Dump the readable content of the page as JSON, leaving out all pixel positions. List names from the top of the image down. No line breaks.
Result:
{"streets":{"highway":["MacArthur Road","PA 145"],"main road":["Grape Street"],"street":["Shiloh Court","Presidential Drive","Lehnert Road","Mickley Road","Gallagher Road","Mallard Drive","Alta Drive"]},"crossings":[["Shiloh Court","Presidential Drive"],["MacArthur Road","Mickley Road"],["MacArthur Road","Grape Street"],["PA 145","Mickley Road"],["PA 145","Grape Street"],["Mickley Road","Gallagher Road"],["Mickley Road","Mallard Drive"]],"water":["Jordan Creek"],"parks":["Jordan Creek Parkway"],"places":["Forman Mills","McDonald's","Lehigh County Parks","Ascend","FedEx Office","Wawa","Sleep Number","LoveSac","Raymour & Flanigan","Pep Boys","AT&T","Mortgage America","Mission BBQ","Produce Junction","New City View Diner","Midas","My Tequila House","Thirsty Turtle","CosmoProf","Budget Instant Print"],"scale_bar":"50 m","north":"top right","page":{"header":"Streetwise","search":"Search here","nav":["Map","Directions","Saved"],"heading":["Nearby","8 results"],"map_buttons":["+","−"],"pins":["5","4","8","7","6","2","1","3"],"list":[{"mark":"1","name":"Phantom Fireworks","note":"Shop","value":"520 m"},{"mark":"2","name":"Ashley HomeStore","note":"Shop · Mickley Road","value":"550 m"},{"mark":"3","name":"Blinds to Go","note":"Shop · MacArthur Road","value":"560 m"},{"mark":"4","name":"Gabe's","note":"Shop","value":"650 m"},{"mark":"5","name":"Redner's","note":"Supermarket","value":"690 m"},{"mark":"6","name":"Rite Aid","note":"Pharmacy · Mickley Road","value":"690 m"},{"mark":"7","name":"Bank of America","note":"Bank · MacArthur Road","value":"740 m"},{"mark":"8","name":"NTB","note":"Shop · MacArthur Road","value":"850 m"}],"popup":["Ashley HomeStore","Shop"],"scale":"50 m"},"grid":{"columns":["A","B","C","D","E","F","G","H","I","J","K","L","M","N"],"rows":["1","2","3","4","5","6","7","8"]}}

━━━━━━━━━━

Faithfully transcribe the whole of the data.

Dump the readable content of the page as JSON, leaving out all pixel positions. List names from the top of the image down. No line breaks.
Result:
{"streets":{"highway":["MacArthur Road","PA 145"],"main road":["Grape Street"],"street":["Shiloh Court","Presidential Drive","Lehnert Road","Mickley Road","Gallagher Road","Mallard Drive","Alta Drive"]},"crossings":[["Shiloh Court","Presidential Drive"],["MacArthur Road","Mickley Road"],["MacArthur Road","Grape Street"],["PA 145","Mickley Road"],["PA 145","Grape Street"],["Mickley Road","Gallagher Road"],["Mickley Road","Mallard Drive"]],"water":["Jordan Creek"],"parks":["Jordan Creek Parkway"],"places":["Forman Mills","McDonald's","Lehigh County Parks","Ascend","FedEx Office","Wawa","Sleep Number","LoveSac","Raymour & Flanigan","Pep Boys","AT&T","Mortgage America","Mission BBQ","Produce Junction","New City View Diner","Midas","My Tequila House","Thirsty Turtle","CosmoProf","Budget Instant Print"],"scale_bar":"50 m","north":"top right","page":{"header":"Streetwise","search":"Search here","nav":["Map","Directions","Saved"],"heading":["Nearby","8 results"],"map_buttons":["+","−"],"pins":["5","4","8","7","6","2","1","3"],"list":[{"mark":"1","name":"Phantom Fireworks","note":"Shop","value":"520 m"},{"mark":"2","name":"Ashley HomeStore","note":"Shop · Mickley Road","value":"550 m"},{"mark":"3","name":"Blinds to Go","note":"Shop · MacArthur Road","value":"560 m"},{"mark":"4","name":"Gabe's","note":"Shop","value":"650 m"},{"mark":"5","name":"Redner's","note":"Supermarket","value":"690 m"},{"mark":"6","name":"Rite Aid","note":"Pharmacy · Mickley Road","value":"690 m"},{"mark":"7","name":"Bank of America","note":"Bank · MacArthur Road","value":"740 m"},{"mark":"8","name":"NTB","note":"Shop · MacArthur Road","value":"850 m"}],"popup":["Ashley HomeStore","Shop"],"scale":"50 m"},"grid":{"columns":["A","B","C","D","E","F","G","H","I","J","K","L","M","N"],"rows":["1","2","3","4","5","6","7","8"]}}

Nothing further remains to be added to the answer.